Zapatillas rojas, falda ajustada arriba de
las rodillas, blusa blanca escotada por el frente. Cabello, degrafilado, debajo de los hombros. Sus delgados labios pintados de carmín resaltan entre el nulo
maquillaje de su rostro. No le hace falta puesto que tiene una linda cara. Un
lunar coqueto descansa en su mejilla izquierda.
Estaba
parada, recargada en la pared exterior de una tienda de refacciones para bicicletas. No era nada
extraño que mujeres se apostaran al lado de estos negocios. Lo raro del asunto
era ver a una mujer leyendo un libro en ese lugar. Y si se añade el tamaño del
libro, resultaba todavía más curiosa aquella imagen. Pude ver el título de la
obra, el cual me resultó familiar: El ingenioso hidalgo don Quijote de la Mancha. Hacía algún tiempo que yo me
había regocijado con las aventuras de aquel caballero y su fiel escudero. Es uno de mis libros favoritos.

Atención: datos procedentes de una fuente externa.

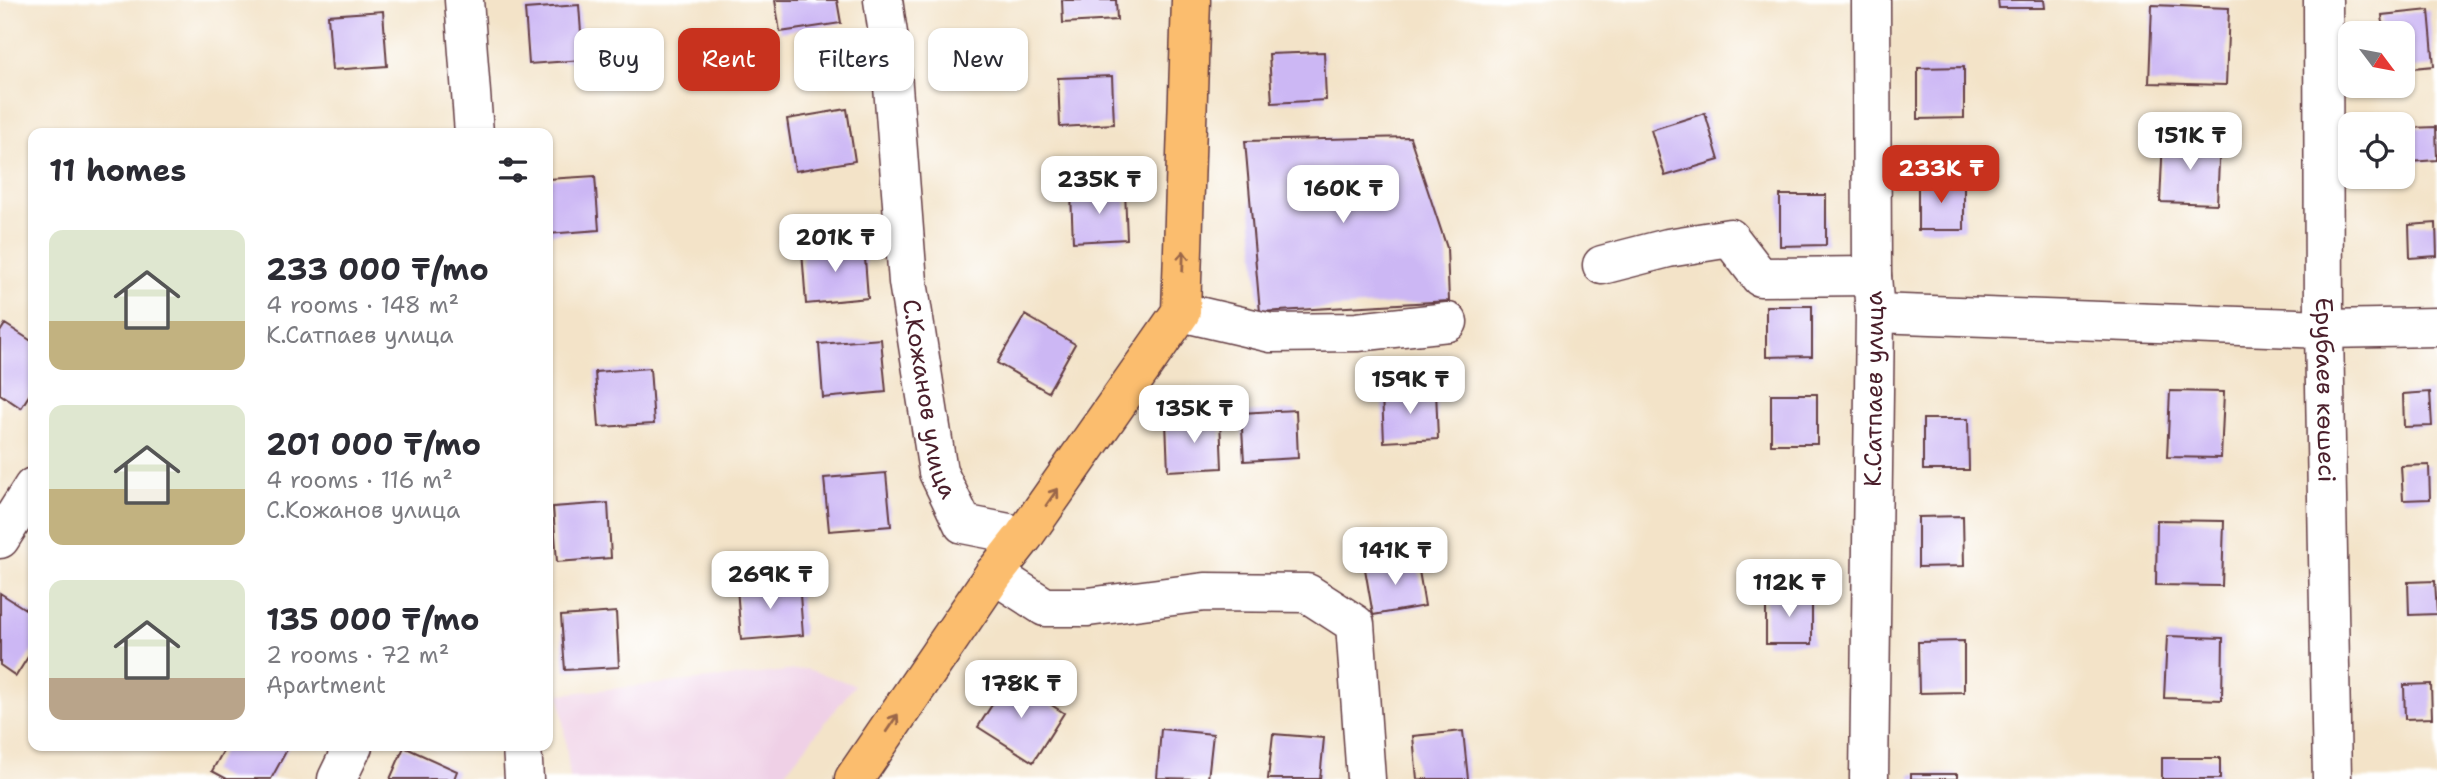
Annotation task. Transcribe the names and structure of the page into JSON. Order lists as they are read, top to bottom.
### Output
{
  "streets": {
    "street": ["К.Сатпаев улица", "Ерубаев көшесі", "С.Кожанов улица"]
  },
  "north": "bottom right",
  "page": {
    "chip": [
      "Buy",
      "Rent",
      "Filters",
      "New"
    ],
    "price": [
      "151K ₸",
      "233K ₸",
      "235K ₸",
      "160K ₸",
      "201K ₸",
      "159K ₸",
      "135K ₸",
      "141K ₸",
      "269K ₸",
      "112K ₸",
      "178K ₸"
    ],
    "heading": "11 homes",
    "list": [
      {
        "name": "233 000 ₸/mo",
        "note": "4 rooms · 148 m² · К.Сатпаев улица"
      },
      {
        "name": "201 000 ₸/mo",
        "note": "4 rooms · 116 m² · С.Кожанов улица"
      },
      {
        "name": "135 000 ₸/mo",
        "note": "2 rooms · 72 m² · Apartment"
      }
    ]
  }
}
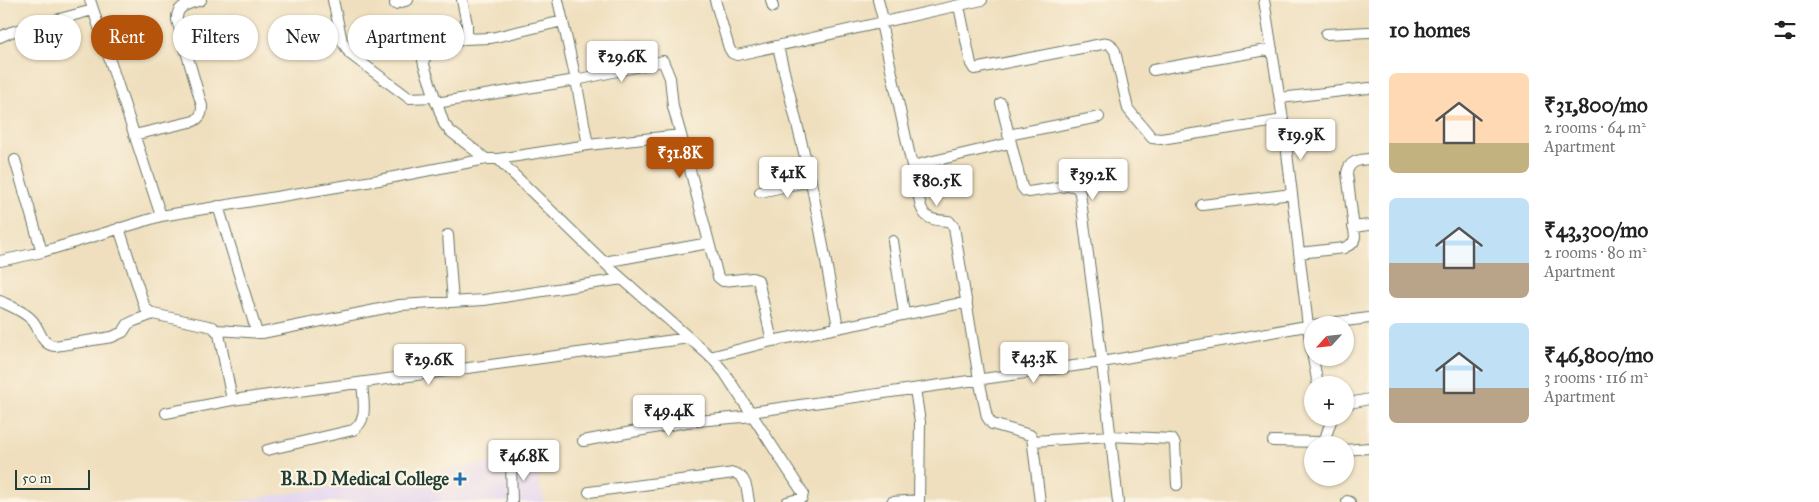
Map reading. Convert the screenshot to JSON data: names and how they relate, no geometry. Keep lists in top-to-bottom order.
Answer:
{
  "places": {
    "health": ["B.R.D Medical College"]
  },
  "scale_bar": "50 m",
  "north": "bottom left",
  "page": {
    "heading": "10 homes",
    "chip": [
      "Buy",
      "Rent",
      "Filters",
      "New",
      "Apartment"
    ],
    "price": [
      "₹29.6K",
      "₹19.9K",
      "₹31.8K",
      "₹41K",
      "₹39.2K",
      "₹80.5K",
      "₹43.3K",
      "₹29.6K",
      "₹49.4K",
      "₹46.8K"
    ],
    "list": [
      {
        "name": "₹31,800/mo",
        "note": "2 rooms · 64 m² · Apartment"
      },
      {
        "name": "₹43,300/mo",
        "note": "2 rooms · 80 m² · Apartment"
      },
      {
        "name": "₹46,800/mo",
        "note": "3 rooms · 116 m² · Apartment"
      }
    ],
    "map_buttons": ["+", "−"],
    "scale": "50 m"
  }
}
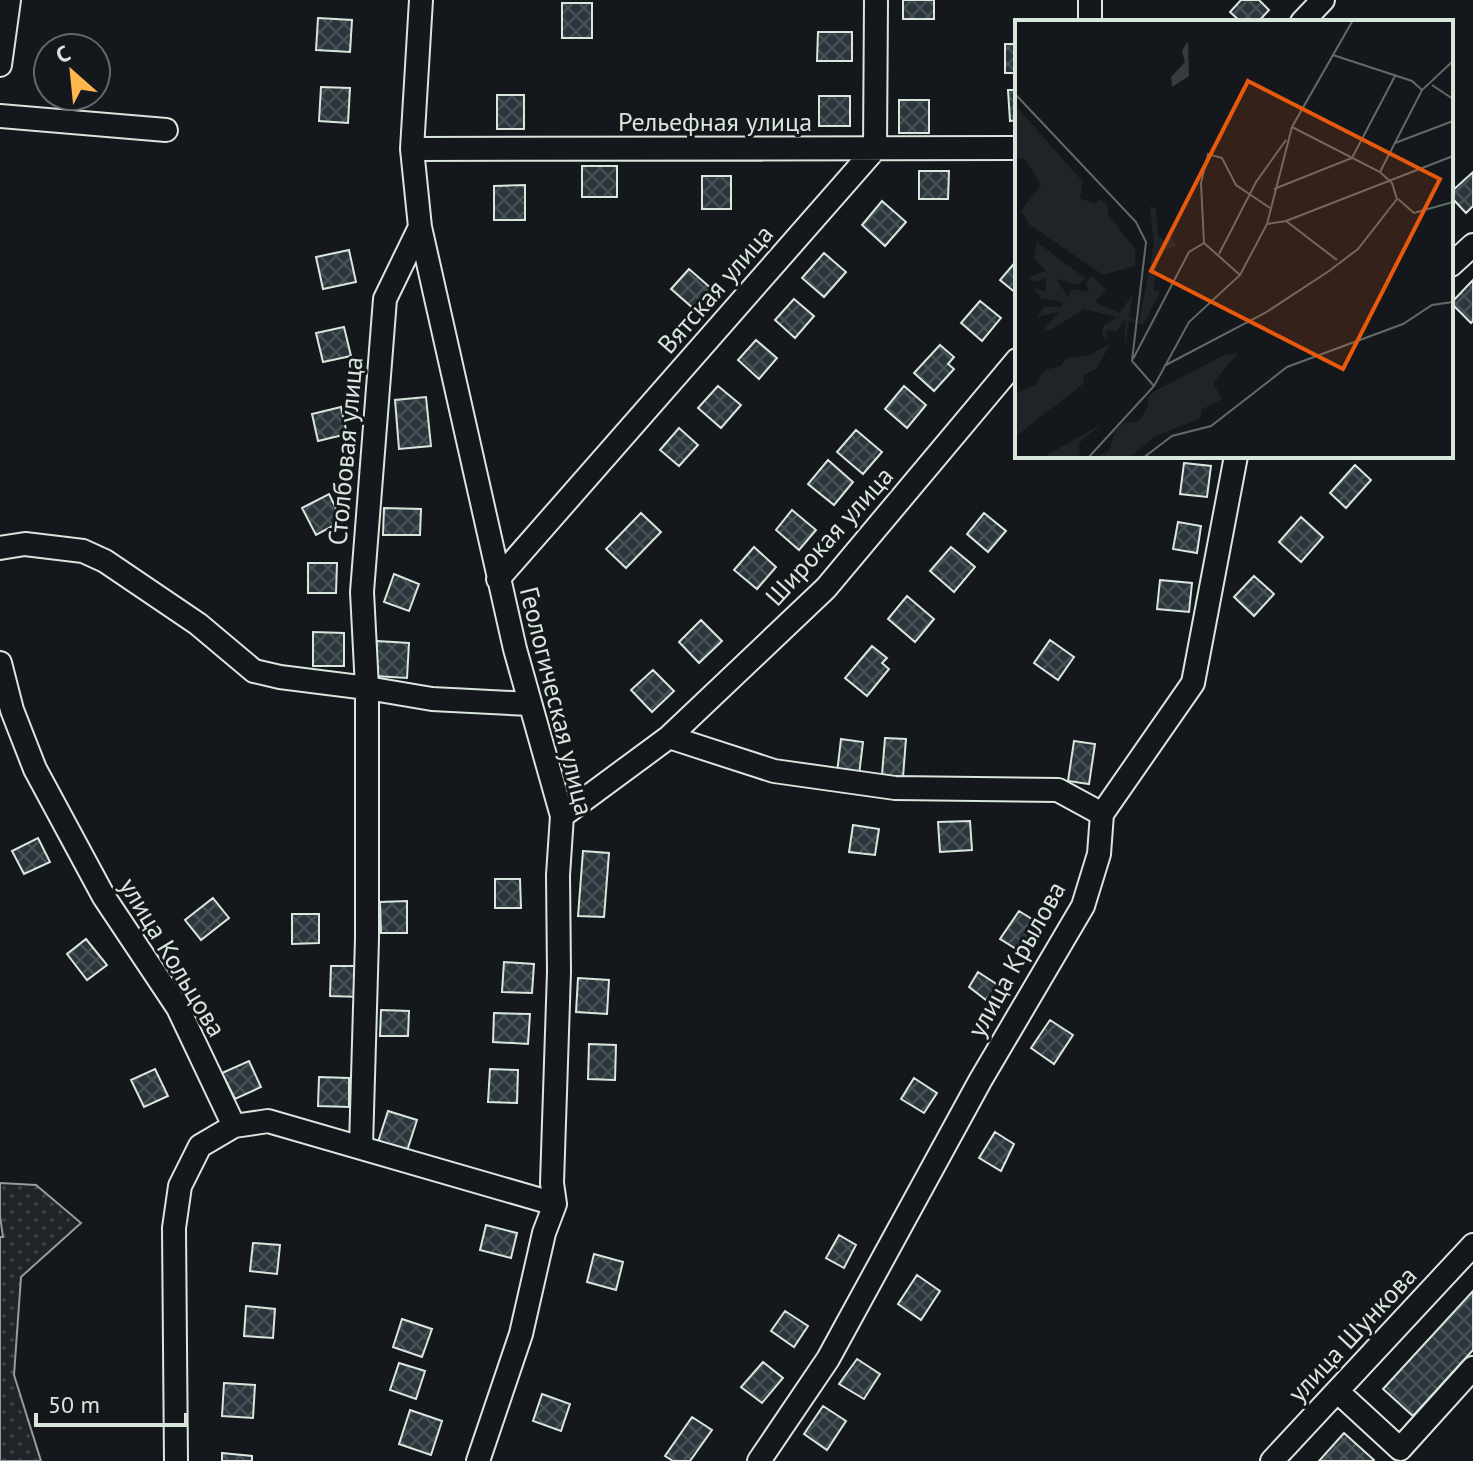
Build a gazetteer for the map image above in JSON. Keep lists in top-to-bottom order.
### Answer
{
  "streets": {
    "street": [
      "Рельефная улица",
      "Вятская улица",
      "Столбовая улица",
      "Широкая улица",
      "Геологическая улица",
      "улица Кольцова",
      "улица Крылова",
      "улица Шункова"
    ]
  },
  "crossings": [
    ["Рельефная улица", "Вятская улица"],
    ["Рельефная улица", "Геологическая улица"],
    ["Вятская улица", "Геологическая улица"],
    ["Столбовая улица", "Геологическая улица"],
    ["Широкая улица", "Геологическая улица"]
  ],
  "scale_bar": "50 m",
  "north": "top left"
}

Yo me encontraba en aquella tienda con la
intención de comprar un par de cámaras para tenerlas de repuesto. La noche que
regresaba del Ajusco se ponchó la llanta delantera de mi bicicleta. No tuvó
caso intentar reparar el neumático. La cámara estaba totalmente estropeada. Necesité
utilizar la única que tenía de repuesto. Cuando salgo en bicicleta,
principalmente a lugares lejanos, me gusta llevar conmigo herramienta básica y
una cámara de repuesto para los casos en que los parches no bastan, como
sucedió aquella noche.
No sabía cómo acercarme a ella. Debo
confesar que sentía un poco de pena, pero las ganas que experimentaba de charlar con ella eran bastantes. Así que, tomé valor y fui hacia ella.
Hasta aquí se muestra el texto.